**Assignment**
Please work out the number of lines in the following material that include "rule", and reply with only that number.

**Recorded information**
§

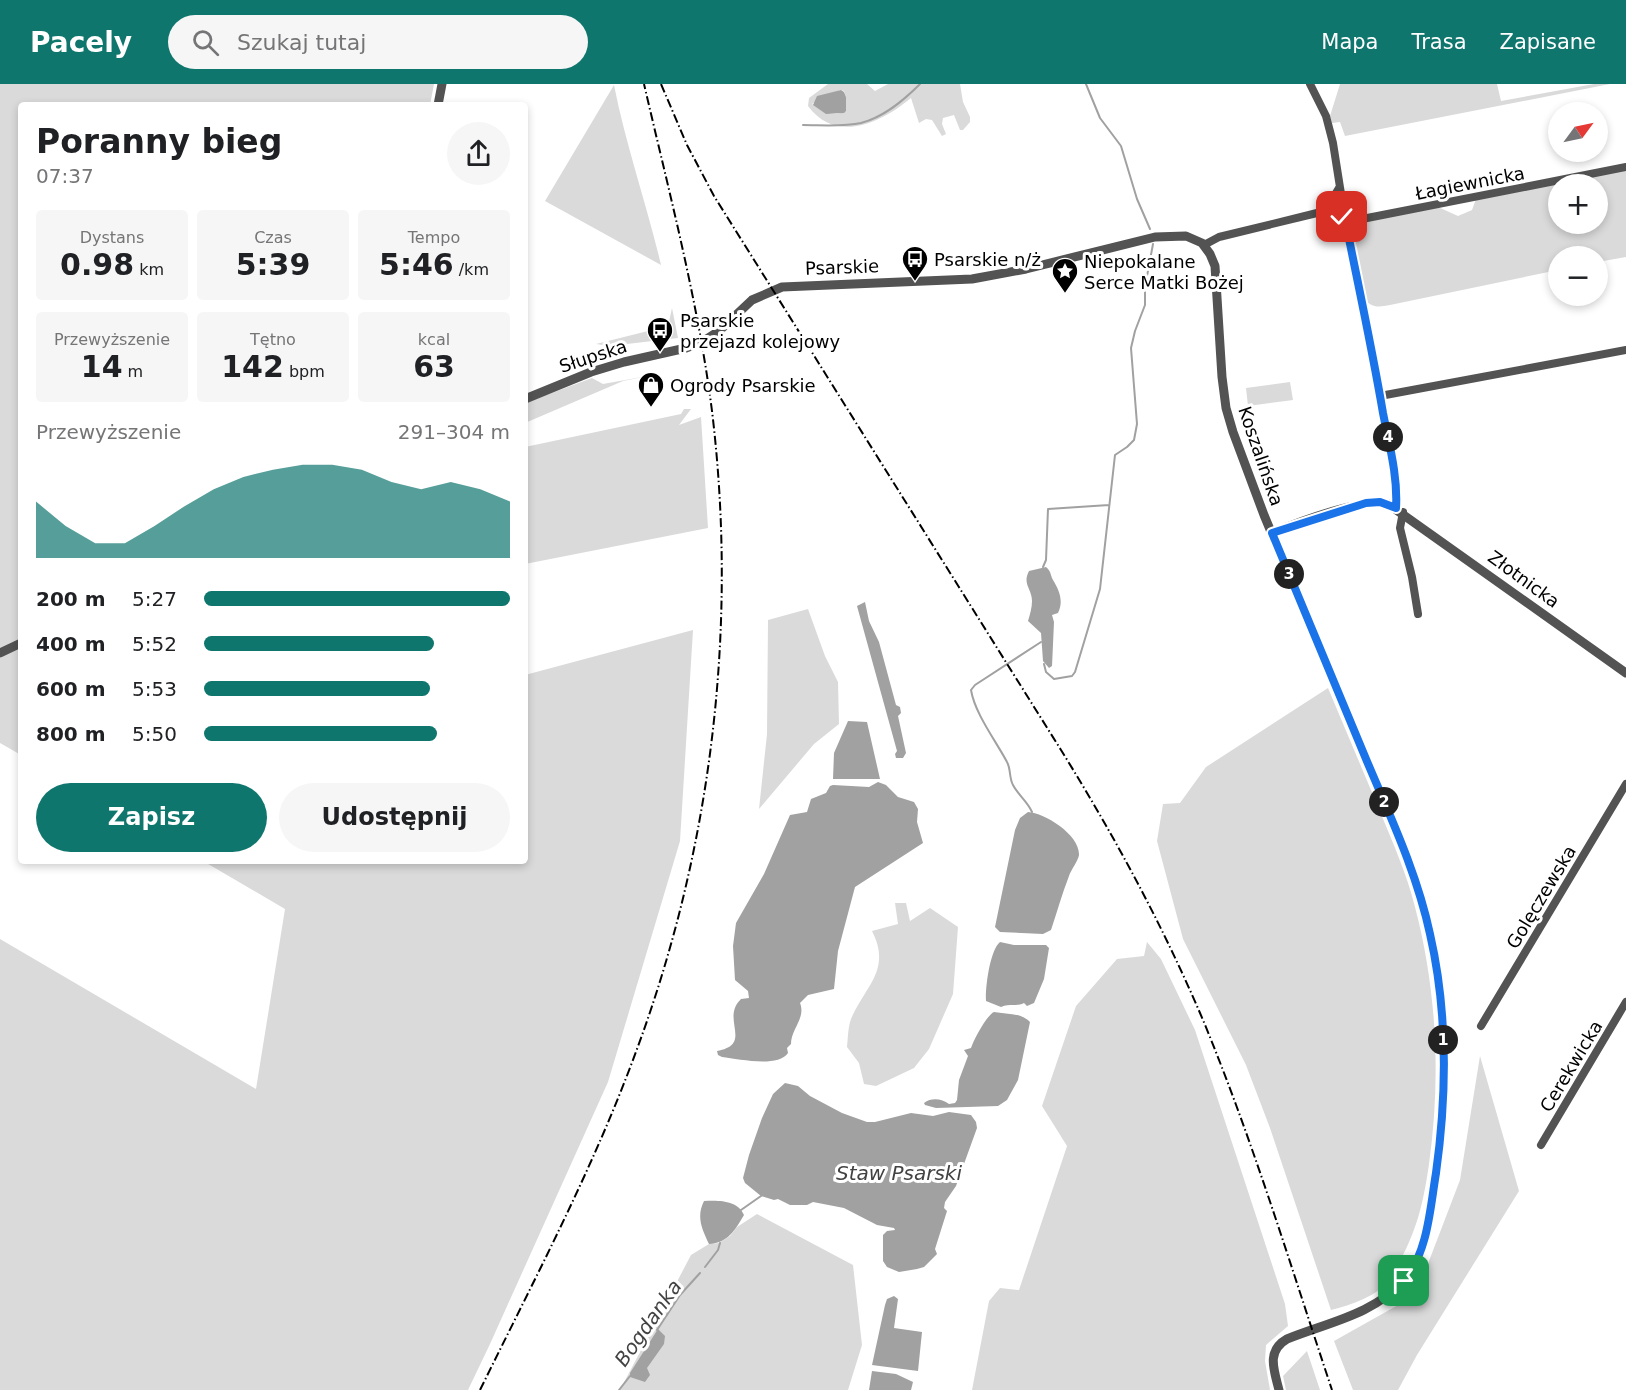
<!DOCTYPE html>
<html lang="pl">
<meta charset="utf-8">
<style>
:root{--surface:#fff;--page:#f6f6f6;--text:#202124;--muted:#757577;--accent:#0f766e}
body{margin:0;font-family:"DejaVu Sans",sans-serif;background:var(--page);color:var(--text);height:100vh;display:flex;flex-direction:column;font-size:22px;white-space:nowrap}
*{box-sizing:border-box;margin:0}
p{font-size:20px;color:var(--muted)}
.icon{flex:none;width:33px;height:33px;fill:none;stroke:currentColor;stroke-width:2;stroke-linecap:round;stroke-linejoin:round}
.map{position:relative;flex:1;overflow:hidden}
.panel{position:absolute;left:18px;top:18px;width:510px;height:762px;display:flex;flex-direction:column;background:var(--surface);border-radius:6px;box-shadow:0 3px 9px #0003}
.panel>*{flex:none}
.needle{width:39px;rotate:57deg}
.fabs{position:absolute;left:1548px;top:18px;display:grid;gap:12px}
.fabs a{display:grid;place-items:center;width:60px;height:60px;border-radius:50%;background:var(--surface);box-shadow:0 3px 9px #0003;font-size:30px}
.pin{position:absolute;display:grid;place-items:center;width:51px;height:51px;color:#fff;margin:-26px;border-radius:12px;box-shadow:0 3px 9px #0006}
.km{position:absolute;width:30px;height:30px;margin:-15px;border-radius:50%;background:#222;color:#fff;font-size:16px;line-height:30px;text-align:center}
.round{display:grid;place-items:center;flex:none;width:63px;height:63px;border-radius:32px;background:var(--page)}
.head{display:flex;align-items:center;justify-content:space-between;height:102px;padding:0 18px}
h1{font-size:33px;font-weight:700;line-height:45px}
.metrics{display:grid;grid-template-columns:repeat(3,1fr);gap:9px;height:102px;padding:6px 18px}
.metrics div{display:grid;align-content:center;border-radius:6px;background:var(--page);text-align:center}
.metrics b{font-size:30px;font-weight:700}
.metrics small{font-size:16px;font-weight:400}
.metrics p{font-size:16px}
.chart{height:168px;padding:12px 18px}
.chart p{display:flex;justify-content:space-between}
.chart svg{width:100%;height:108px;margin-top:6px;fill:var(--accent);opacity:.7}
.primary-button{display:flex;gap:12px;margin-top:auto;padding:12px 18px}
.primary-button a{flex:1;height:69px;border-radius:36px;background:var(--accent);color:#fff;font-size:24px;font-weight:700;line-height:69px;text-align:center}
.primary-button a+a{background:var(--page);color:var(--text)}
ul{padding:0 18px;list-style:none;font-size:20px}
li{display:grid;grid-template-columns:96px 72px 1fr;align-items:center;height:45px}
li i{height:15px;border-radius:8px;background:var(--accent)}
header{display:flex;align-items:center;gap:36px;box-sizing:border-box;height:84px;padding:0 30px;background:var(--accent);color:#fff}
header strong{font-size:28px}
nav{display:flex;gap:33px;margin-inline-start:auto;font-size:21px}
.search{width:420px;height:54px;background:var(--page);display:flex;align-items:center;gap:15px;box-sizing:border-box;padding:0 21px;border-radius:33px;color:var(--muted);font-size:22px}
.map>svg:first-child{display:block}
</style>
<header>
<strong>Pacely</strong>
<div class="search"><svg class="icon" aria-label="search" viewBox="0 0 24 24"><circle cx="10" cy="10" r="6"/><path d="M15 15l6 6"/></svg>Szukaj tutaj</div>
<nav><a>Mapa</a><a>Trasa</a><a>Zapisane</a></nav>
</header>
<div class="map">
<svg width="1626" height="1306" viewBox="0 0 1626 1306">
<rect width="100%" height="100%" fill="#fff"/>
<path fill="#dadada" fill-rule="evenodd" d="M0,0H434L430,21H21V671L0,659Z
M828,0H867L875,7L888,0H960L963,18L970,33V38L963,46H960L954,31L943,34L942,40L946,50L942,52L932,36L926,35L919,39L911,14C881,39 836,60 808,22L809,14ZM841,6L844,7L846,13V27C832,34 824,28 812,20L825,11Z
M1340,0H1497L1501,17L1594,0H1610L1345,52L1340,38L1332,39L1330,32Z
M614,1C626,62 647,121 661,181L545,117Z
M1626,85V173L1598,178V172H1558V186L1390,221C1380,223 1373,224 1366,217L1348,141L1351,139L1438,123L1458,132L1472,126L1476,115ZM1558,100H1598V140H1558Z
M672,224L678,254L610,262L596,260L668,242Z
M653,291L623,297L525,339V319L592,294L603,300Z
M1290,298L1293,316L1248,322L1246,304Z
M684,325H691L679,341L701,333L708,444L525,480V363L681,330Z
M808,525L825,572L838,598L839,640L814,660L759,725L767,650L768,536Z
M693,546L680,757L608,998L490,1260L468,1306H0V855L256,1005L285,825L203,777H525V591Z
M1328,604C1345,644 1362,685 1379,725C1392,757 1407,790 1415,823C1437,907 1441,994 1429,1080C1424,1115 1418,1143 1401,1175C1398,1181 1395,1189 1390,1195C1378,1212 1351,1221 1331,1226L1270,1044L1246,981L1183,855L1157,757L1163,720L1180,719L1206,683Z
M895,819H906L910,837L930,824L958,843L953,910L929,965L914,984L876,1002L864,1000L859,979L847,963C848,954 848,943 851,935C865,902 892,886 872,847L898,840Z
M1147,858L1161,875L1195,946L1285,1220L1288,1242L1266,1261L1265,1277L1270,1306H972L989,1217L1000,1204L1019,1206L1067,1062L1042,1022L1076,922L1117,875L1144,872Z
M1480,972L1519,1107L1417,1271L1398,1306H1353L1334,1257L1416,1211L1460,1096Z
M757,1130L853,1181L862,1261L848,1306H620L691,1171L709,1160L719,1159L730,1152L737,1143Z
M1307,1267L1320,1306H1286L1283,1292Z"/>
<path fill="#a1a1a1" d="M841,6L844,8L846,13V27L844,29L826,30L813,21L817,12Z
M1046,483C1051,487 1050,490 1053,496C1059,506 1064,517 1058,529L1052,531L1054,538L1052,582L1049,584L1043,577L1041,549L1028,537C1030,530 1032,524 1032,517C1032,505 1022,500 1029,487Z
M865,518L869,537L879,558L896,621L900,623L901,629L898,632L906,669L903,674H896L895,670L897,667L857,522Z
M848,637L867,638L880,695H833L834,669Z
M878,698L886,701L898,713L914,718L918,725L917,738L923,759L855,803L838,867L834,905L808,911L800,919C806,934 791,945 791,960L787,964L788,969C778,984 739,975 722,973L718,971L717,967C754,960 720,935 741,915L749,914L748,907L735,896L733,862L736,839L764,790L790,731L807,728L811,715L826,709L830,702L833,701L869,703Z
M1028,728C1045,729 1080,751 1079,771C1078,777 1071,786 1069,792C1062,810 1057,828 1051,846L1043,850L1000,848L995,843L1015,746L1020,734Z
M1000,858L1014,861H1046L1049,864L1044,895L1034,919L1027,922L1024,919C1016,923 1010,919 1001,923L986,917C985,904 990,866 1000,858Z
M994,928C1006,930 1022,929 1030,938L1018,996L1007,1016L998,1022L936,1024L925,1021L924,1019C932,1013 942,1015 949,1020L955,1019L957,1016L959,996L968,972L964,966L971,964C974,955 987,931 994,928Z
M785,999L798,1002L810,1012L842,1029L867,1038H875L911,1029L933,1032L949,1028L971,1031L976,1038L977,1044L956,1102L945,1118L944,1124L947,1127L935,1165L937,1170L924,1183L917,1185L899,1188L887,1183L883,1177V1151L887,1147L895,1146L894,1144L877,1141L844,1124L813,1118L807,1121H790L778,1115L774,1116L761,1112L745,1099L743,1094L749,1071L762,1034L773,1010Z
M704,1117C718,1116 738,1116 744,1131C735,1146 728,1159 709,1160C702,1145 696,1133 704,1117Z
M894,1212L898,1215L894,1244L922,1248L918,1287L872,1281L885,1221L887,1215Z
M658,1245L665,1252L664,1260L647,1284L650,1291L645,1298L630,1293V1289Z
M872,1287L896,1290L913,1298L911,1306H869Z"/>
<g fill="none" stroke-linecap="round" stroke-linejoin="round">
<path stroke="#a1a1a1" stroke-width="2" d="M1086,0L1100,34L1121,62L1137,115L1150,145
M803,41C821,41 843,43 861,39C884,33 903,17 920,0
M1043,483L1046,476L1048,425L1109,421
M1044,580L1046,588L1054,595L1072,592L1075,588L1100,505L1115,371L1127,363L1134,356L1137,340L1131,264L1135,247L1145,221V203L1153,160
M1032,728C1027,717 1018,711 1013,701C1009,694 1011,685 1007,678C996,657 975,630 971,606L975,601L1041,558
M741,1126L761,1112
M705,1183L718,1166L720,1159
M657,1246L680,1211L700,1189
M619,1306L630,1292"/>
<path stroke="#535353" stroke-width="8" d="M1310,0L1326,32L1333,59L1345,135L1364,228L1397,406L1396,424
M1321,128L1329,121L1339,104
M1204,161L1219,153L1321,128L1338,131L1345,135L1357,136L1626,83
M1380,312L1626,266
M1403,428L1400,444L1412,493L1418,530
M1481,942L1626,700
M1541,1061L1626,918"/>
<path stroke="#535353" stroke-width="9" d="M438,21L442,0
M525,315L591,288L624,278L686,264L702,258L719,247L752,216L782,203L972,195L1026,185L1155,153L1186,152L1202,159L1210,170L1215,182L1222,293L1226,324L1233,348L1264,431L1415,794C1448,898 1450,994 1434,1101C1429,1133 1426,1171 1404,1196C1373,1231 1329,1238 1287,1255C1266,1267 1274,1286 1279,1306
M1272,449C1299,438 1362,414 1388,420L1626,589
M0,569L21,559"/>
<path stroke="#000" stroke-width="2" stroke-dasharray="9 3 1.5 3" stroke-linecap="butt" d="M661,0L687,61L714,112L1061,666C1115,753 1163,842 1203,936C1253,1057 1291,1183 1332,1306
M480,1306C535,1194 594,1083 637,965C712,762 738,542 712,327C698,217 669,108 644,0"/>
</g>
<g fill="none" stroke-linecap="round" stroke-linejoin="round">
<g stroke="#fff" stroke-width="12">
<path id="route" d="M1342,133L1345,135C1358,200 1372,264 1383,329C1389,360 1398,392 1396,424L1380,418L1366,419L1272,449C1303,524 1335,600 1366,675C1390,732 1417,789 1430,850C1448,929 1447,1010 1436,1089C1430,1125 1428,1168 1404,1197"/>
</g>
<use href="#route" stroke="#1a73e8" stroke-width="8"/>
</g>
<defs>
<g id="bus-pin" transform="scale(1.35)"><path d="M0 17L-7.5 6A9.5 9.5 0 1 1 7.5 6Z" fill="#000" stroke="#fff"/><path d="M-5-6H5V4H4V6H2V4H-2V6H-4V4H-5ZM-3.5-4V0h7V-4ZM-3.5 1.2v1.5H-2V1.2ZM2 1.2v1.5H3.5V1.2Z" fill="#fff"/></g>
<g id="sight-pin" transform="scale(1.35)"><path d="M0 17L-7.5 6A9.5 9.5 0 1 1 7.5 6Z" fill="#000" stroke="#fff"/><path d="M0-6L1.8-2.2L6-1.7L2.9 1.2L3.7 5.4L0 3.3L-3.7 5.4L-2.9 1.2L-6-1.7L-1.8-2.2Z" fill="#fff"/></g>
<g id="shop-pin" transform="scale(1.35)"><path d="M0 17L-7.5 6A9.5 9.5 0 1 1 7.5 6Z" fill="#000" stroke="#fff"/><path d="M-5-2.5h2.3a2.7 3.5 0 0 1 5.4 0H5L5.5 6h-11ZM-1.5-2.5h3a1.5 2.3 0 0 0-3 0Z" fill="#fff"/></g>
</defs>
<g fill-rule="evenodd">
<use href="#bus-pin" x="915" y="175"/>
<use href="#sight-pin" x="1065" y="187"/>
<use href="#bus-pin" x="660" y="246"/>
<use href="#shop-pin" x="651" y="301"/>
</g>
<g text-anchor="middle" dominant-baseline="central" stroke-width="6" stroke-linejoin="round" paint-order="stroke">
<g font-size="18" fill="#000" stroke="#fff">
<text transform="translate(1470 99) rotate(-11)">Łagiewnicka</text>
<text transform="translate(842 183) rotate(-2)">Psarskie</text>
<text transform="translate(593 272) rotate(-18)">Słupska</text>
<text transform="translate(1261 372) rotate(71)">Koszalińska</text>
<text transform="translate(1524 495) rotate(36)">Złotnicka</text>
<text transform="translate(1541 813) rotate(-59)">Golęczewska</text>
<text transform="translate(1571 982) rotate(-59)">Cerekwicka</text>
</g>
<g font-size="18" fill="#000" stroke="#fff" text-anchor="start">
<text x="934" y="175">Psarskie n/ż</text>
<text x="1084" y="177">Niepokalane<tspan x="1084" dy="21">Serce Matki Bożej</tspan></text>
<text x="680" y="236">Psarskie<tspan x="680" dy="21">przejazd kolejowy</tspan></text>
<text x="670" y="301">Ogrody Psarskie</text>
</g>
<g font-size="20" font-style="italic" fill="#424242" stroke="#fff">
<text x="899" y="1089">Staw Psarski</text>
<text transform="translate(648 1239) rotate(-55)">Bogdanka</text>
</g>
</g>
</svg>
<div class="fabs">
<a><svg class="needle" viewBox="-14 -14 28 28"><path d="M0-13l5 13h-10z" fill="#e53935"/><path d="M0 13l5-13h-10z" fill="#757577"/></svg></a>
<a>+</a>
<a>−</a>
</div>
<div class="pin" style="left:1404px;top:1197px;background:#1e9e55"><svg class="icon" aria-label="arrive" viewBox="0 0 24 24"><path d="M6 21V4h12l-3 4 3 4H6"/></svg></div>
<div class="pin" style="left:1342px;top:133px;background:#d93025"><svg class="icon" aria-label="check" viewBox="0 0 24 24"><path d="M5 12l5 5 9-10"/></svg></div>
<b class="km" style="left:1443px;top:956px">1</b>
<b class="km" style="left:1384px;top:718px">2</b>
<b class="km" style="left:1289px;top:490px">3</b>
<b class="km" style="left:1388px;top:353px">4</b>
<section class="panel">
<div class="head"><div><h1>Poranny bieg</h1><p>07:37</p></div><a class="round"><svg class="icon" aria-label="share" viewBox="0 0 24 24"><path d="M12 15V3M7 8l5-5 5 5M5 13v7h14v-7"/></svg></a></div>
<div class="metrics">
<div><p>Dystans</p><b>0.98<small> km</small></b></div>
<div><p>Czas</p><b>5:39</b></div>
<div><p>Tempo</p><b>5:46<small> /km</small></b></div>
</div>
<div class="metrics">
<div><p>Przewyższenie</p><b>14<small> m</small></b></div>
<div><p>Tętno</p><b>142<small> bpm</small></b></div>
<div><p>kcal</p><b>63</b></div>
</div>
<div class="chart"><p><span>Przewyższenie</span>291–304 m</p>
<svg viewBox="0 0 160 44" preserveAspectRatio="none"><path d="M0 44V21L10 31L20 38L30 38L40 31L50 23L60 16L70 11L80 8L90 6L100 6L110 8L120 13L130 16L140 13L150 16L160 21V44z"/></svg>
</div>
<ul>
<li><b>200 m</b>5:27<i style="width:100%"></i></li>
<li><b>400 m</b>5:52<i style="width:75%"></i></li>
<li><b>600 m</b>5:53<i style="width:74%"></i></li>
<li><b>800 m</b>5:50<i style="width:76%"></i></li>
</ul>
<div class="primary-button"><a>Zapisz</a><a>Udostępnij</a></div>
</section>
</div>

§

**Result of this exercise**
2